Synagogue Scratch at Manchester Jewish Museum
Kristy Stott, Theatre EditorThis spring, join Manchester Jewish Museum for ‘Synagogue Scratch’, a thought-provoking season of evening performances celebrating new and experimental Jewish works-in-progress. Experience poetry readings and conversation, new plays and vocal recitals – all performed in the museum’s beautiful grade II* listed Spanish and Portuguese synagogue.
Following the success of the inaugural season of ‘Synagogue Scratch’ last year, all of the events at the 2024 edition have a dash of Sephardi flavour, as a celebratory nod to the 150th anniversary of the Spanish and Portuguese synagogue.
Theatrical highlights this year include Lost Girl (19 May), a brand-new play exploring Jewish-Arab heritage, connection and family. Written and performed by Amy Lever, a northern Jewish writer and actor of Eastern European, Egyptian and Lebanese heritage, this one-woman show examines the expectations of womanhood alongside the revelation of family secrets.
The lineup will also see a screening of Into the Melting Pot (30 May), a unique concert play developed by groundbreaking theatre and music company The Telling. Audiences will be transported back to fifteenth-century Spain as women’s stories are played out to a soundtrack of Sephardic songs and lively medieval music, with full staging and atmospheric lighting design.

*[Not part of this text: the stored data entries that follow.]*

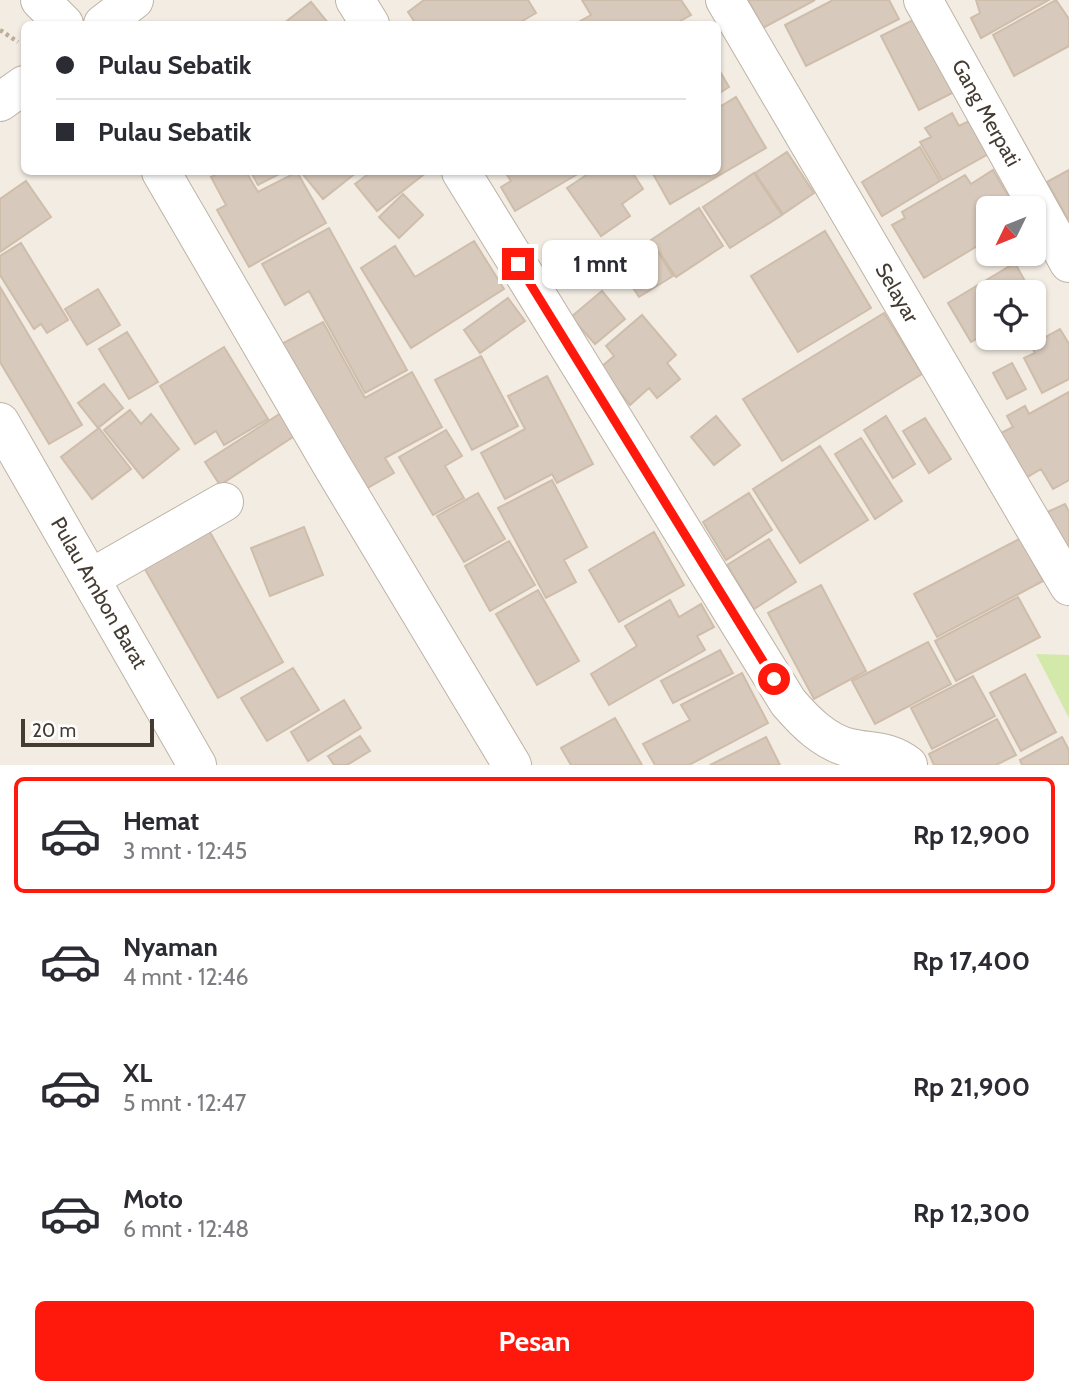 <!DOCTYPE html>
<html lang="id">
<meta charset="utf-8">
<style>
body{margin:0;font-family:Cabin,sans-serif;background:#f2f2f3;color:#2b2b33;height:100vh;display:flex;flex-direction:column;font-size:26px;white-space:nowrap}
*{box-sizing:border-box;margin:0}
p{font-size:23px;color:#7c7c81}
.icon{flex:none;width:38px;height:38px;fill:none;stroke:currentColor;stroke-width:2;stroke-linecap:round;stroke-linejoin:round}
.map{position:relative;height:765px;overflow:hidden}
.panel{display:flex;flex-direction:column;background:#fff;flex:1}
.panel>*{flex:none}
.top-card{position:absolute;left:21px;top:21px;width:700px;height:154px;border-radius:10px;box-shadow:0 2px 5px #0004;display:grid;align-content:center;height:154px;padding:0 35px;background:#fff}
.needle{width:46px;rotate:227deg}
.buttons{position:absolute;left:976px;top:196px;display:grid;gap:14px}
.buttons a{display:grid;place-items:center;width:70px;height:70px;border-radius:10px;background:#fff;box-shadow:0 2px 5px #0004;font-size:35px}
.scale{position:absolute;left:21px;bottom:18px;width:133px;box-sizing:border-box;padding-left:7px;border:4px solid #443c33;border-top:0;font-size:19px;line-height:24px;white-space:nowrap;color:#443c33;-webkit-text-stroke:5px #fff;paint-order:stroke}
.end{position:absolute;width:32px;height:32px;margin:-16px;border:9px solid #ff190d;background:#fff;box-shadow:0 0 0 4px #fff}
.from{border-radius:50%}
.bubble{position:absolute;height:49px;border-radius:10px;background:#fff;box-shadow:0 2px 5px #0004;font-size:23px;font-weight:700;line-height:49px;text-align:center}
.top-card b{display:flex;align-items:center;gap:24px;height:66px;font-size:26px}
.top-card b+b{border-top:2px solid #e1e1e2}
.top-card i{width:18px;height:18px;background:#2b2b33}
ul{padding:12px 0 0;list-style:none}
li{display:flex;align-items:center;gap:21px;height:116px;margin:0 14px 10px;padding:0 21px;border:4px solid transparent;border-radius:10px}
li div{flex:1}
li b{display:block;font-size:26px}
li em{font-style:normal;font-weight:700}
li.active{border-color:#ff190d}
li>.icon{width:63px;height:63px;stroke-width:1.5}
.action{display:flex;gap:14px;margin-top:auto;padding:14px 35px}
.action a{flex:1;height:80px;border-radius:10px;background:#ff190d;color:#fff;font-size:28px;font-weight:700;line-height:80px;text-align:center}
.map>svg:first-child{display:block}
.green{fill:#d3e9a9}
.building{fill:#d7c9bb;stroke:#cfbdab;stroke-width:2}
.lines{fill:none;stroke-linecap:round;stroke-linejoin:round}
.minor-casing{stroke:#beb3a5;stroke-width:40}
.path{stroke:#c0ad96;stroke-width:4.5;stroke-dasharray:3.5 3.5;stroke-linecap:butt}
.minor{stroke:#fff;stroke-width:38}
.route{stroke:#ff190d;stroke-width:9}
.labels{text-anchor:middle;stroke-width:5;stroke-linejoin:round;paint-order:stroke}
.street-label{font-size:21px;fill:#443c33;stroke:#fff}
</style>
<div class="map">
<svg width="1069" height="765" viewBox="0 0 1069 765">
<rect width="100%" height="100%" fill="#f2ece3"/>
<path class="green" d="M 1036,654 L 1069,655 L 1069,718 Z"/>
<path class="building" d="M 424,0 L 528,0 L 536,13 L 517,24 L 416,24 L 408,12 Z
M 582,0 L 681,0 L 691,15 L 675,24 L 575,24 L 591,15 Z
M 748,0 L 815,0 L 763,28 Z
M 833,0 L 889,0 L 899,19 L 806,66 L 785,25 Z
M 1049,0 L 981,38 L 971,18 L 980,13 L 976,0 Z
M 1056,0 L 1069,19 L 1069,46 L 1014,76 L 993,35 Z
M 311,2 L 329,24 L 283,24 Z
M 919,17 L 958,90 L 919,110 L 881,36 Z
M 718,68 L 729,87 L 718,94 Z
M 736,97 L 766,148 L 670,204 L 652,172 L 718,172 L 718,108 Z
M 952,113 L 959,126 L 971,120 L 990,153 L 942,180 L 920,142 L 931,137 L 925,128 Z
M 920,147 L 940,181 L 882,216 L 862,182 Z
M 787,152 L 814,193 L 783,214 L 755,173 Z
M 993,170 L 1013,204 L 1019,200 L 1024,208 L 989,208 L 989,239 L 924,278 L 892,225 L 905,218 L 902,212 L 965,175 L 971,184 Z
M 1069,170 L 1069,221 L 1047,182 Z
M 221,172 L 246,172 L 258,192 L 297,172 L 326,223 L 249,267 L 217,210 L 226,205 L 211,177 Z
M 251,172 L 283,172 L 258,185 Z
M 301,172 L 357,172 L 323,199 Z
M 371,172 L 427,172 L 377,211 L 355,184 Z
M 505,172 L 581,172 L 515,211 L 501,187 L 511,181 Z
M 591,172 L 632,172 L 643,189 L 622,204 L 630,216 L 601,236 L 567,188 Z
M 754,173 L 782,215 L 730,248 L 703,207 Z
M 26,181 L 51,217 L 0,252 L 0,199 Z
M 403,194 L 423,215 L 399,238 L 379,217 Z
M 699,208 L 723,246 L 676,277 L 651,240 Z
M 329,228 L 407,370 L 365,393 L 309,291 L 285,305 L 262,264 Z
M 825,231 L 871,308 L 798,352 L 751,276 Z
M 474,241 L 504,289 L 411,348 L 361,268 L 395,246 L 415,277 Z
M 21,243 L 68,320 L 47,333 L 41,324 L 34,329 L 0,275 L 0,256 Z
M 656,249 L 673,276 L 639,297 L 622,271 Z
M 1015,263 L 1031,292 L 989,292 L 989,332 L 971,342 L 948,303 Z
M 0,287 L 82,425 L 49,444 L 0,362 Z
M 98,289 L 120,325 L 87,345 L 65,309 Z
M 602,291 L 625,319 L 595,344 L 571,317 Z
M 508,298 L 525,321 L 480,353 L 464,330 Z
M 884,313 L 922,374 L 782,461 L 743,399 Z
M 642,315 L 676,355 L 667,363 L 680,379 L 657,398 L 649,388 L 630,405 L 600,368 L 614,356 L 606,346 Z
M 323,322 L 365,398 L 412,372 L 442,427 L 385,458 L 394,473 L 359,493 L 278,346 Z
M 1060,329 L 1069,344 L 1069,379 L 1042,393 L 1024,358 L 1035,353 L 1031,345 Z
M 127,332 L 158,382 L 129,399 L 99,349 Z
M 224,347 L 268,419 L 224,445 L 216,431 L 195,444 L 160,386 Z
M 481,356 L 518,426 L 472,450 L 435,380 Z
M 1012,363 L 1026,389 L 1007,399 L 993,373 Z
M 547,376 L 593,464 L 557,483 L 552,474 L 505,499 L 481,453 L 525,429 L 508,396 Z
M 104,384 L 123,408 L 98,428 L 78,403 Z
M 1069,392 L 1069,480 L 1053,489 L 1041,469 L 1024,479 L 999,434 L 1013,427 L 1007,416 L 1025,406 L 1029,414 Z
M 130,410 L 141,424 L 151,414 L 179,449 L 143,478 L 104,430 Z
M 284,411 L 299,433 L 220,485 L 205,462 Z
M 716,416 L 740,445 L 714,465 L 691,437 Z
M 886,416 L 915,464 L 893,478 L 864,430 Z
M 925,418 L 951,459 L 929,473 L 903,431 Z
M 99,428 L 131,469 L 92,499 L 61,457 Z
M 446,430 L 462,456 L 445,466 L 464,498 L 433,515 L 399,457 Z
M 861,438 L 902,501 L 875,519 L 835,454 Z
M 820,446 L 868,520 L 800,563 L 753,489 Z
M 552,480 L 587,547 L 564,560 L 576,582 L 546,598 L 498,508 Z
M 478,493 L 505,539 L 464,562 L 437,516 Z
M 749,493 L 772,530 L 726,560 L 703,522 Z
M 1065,504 L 1069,512 L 1069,552 L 1043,514 Z
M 207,527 L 283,662 L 218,698 L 142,564 Z
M 304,527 L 323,575 L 270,596 L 251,548 Z
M 654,532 L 684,585 L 619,622 L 589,570 Z
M 1021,538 L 1043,581 L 937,637 L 914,594 Z
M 769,539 L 796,582 L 754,609 L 727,565 Z
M 509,541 L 535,585 L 490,611 L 465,566 Z
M 821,585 L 866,671 L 814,699 L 768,613 Z
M 538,590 L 579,661 L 537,685 L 496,614 Z
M 1018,597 L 1040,637 L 956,681 L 935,641 Z
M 670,600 L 679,617 L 701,604 L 714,627 L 697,636 L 705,650 L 609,705 L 591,674 L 637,646 L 625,626 Z
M 928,642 L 951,684 L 875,724 L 852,681 Z
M 720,650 L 733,673 L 673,703 L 661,681 Z
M 293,668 L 319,710 L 267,741 L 241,698 Z
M 742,673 L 768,723 L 689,765 L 655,765 L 643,744 L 690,720 L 681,705 Z
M 1025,674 L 1056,732 L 1021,751 L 990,693 Z
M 973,676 L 995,716 L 932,749 L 911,708 Z
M 344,700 L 361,728 L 308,761 L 291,732 Z
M 615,718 L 642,765 L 571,765 L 561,748 Z
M 997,719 L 1016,755 L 996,765 L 934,765 L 929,754 Z
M 360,736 L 370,751 L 347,765 L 334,765 L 328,756 Z
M 766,737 L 780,765 L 710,765 Z
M 1062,737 L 1069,750 L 1069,765 L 1022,765 L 1020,760 Z"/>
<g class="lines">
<g class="minor-casing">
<path id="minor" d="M 40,0 L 64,24
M 355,0 L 370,24
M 725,0 L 1069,586
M 923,0 L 1069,263
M 103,24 L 134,0
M 0,102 L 24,85
M 161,172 L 331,464 L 512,765
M 461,172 L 788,702 C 805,722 825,742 850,748 C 873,753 889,750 908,765
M 0,422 L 197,765
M 91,578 L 224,502"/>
</g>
<path class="path" d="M 0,30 L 18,42"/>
<use href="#minor" class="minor"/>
</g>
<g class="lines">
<path class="route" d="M 518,264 L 774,679"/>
</g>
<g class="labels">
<g class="street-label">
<text transform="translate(986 113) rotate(61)" y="7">Gang Merpati</text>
<text transform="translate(897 293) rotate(60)" y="7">Selayar</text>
<text transform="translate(99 593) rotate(60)" y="7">Pulau Ambon Barat</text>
</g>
</g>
</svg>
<div class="buttons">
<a><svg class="needle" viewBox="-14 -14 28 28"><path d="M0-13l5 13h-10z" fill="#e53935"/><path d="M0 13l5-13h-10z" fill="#7c7c81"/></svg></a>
<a><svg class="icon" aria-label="locate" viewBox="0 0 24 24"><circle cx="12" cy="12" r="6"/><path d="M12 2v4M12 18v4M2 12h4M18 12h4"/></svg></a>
</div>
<div class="scale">20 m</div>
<i class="end from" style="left:774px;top:679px"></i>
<i class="end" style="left:518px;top:264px"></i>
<div class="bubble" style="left:542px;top:240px;width:116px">1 mnt</div>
<div class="top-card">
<b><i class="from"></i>Pulau Sebatik</b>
<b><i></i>Pulau Sebatik</b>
</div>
</div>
<section class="panel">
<ul>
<li class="active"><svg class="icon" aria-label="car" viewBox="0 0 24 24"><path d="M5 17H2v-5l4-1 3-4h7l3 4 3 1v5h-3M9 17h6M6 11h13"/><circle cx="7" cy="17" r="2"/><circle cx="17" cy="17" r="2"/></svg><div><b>Hemat</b><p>3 mnt · 12:45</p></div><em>Rp 12,900</em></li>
<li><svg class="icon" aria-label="car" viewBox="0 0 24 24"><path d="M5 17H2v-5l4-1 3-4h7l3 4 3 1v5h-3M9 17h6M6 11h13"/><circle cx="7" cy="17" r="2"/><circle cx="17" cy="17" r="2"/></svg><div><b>Nyaman</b><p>4 mnt · 12:46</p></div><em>Rp 17,400</em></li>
<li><svg class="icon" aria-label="car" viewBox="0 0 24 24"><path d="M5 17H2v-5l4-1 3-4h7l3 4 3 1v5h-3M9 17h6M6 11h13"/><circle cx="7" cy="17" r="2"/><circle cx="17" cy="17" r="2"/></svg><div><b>XL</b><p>5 mnt · 12:47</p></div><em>Rp 21,900</em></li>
<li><svg class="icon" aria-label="car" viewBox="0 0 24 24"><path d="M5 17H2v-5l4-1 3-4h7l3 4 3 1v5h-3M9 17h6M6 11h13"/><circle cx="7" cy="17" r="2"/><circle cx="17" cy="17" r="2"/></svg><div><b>Moto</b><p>6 mnt · 12:48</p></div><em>Rp 12,300</em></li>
</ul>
<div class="action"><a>Pesan</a></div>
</section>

Additionally, the programme features an evening of cantorial songs, exploring the Jewish vocal tradition through time (9 May). Exciting and intriguing, the evening delves into the art of vocalising the Torah and explores how it has influenced jazz, contemporary and popular genres of music. And if poetry is your thing – you can also join Aviva Dautch, Jill Abram and Kitty Martin for The Manchester Minyanaires (26 May), an intimate evening of poetry and conversation about their Manchester Jewish roots.
So whether you’re into experimental new writing, spoken word or global music, be sure to support these bold and bright new works at Manchester Jewish Museum this spring.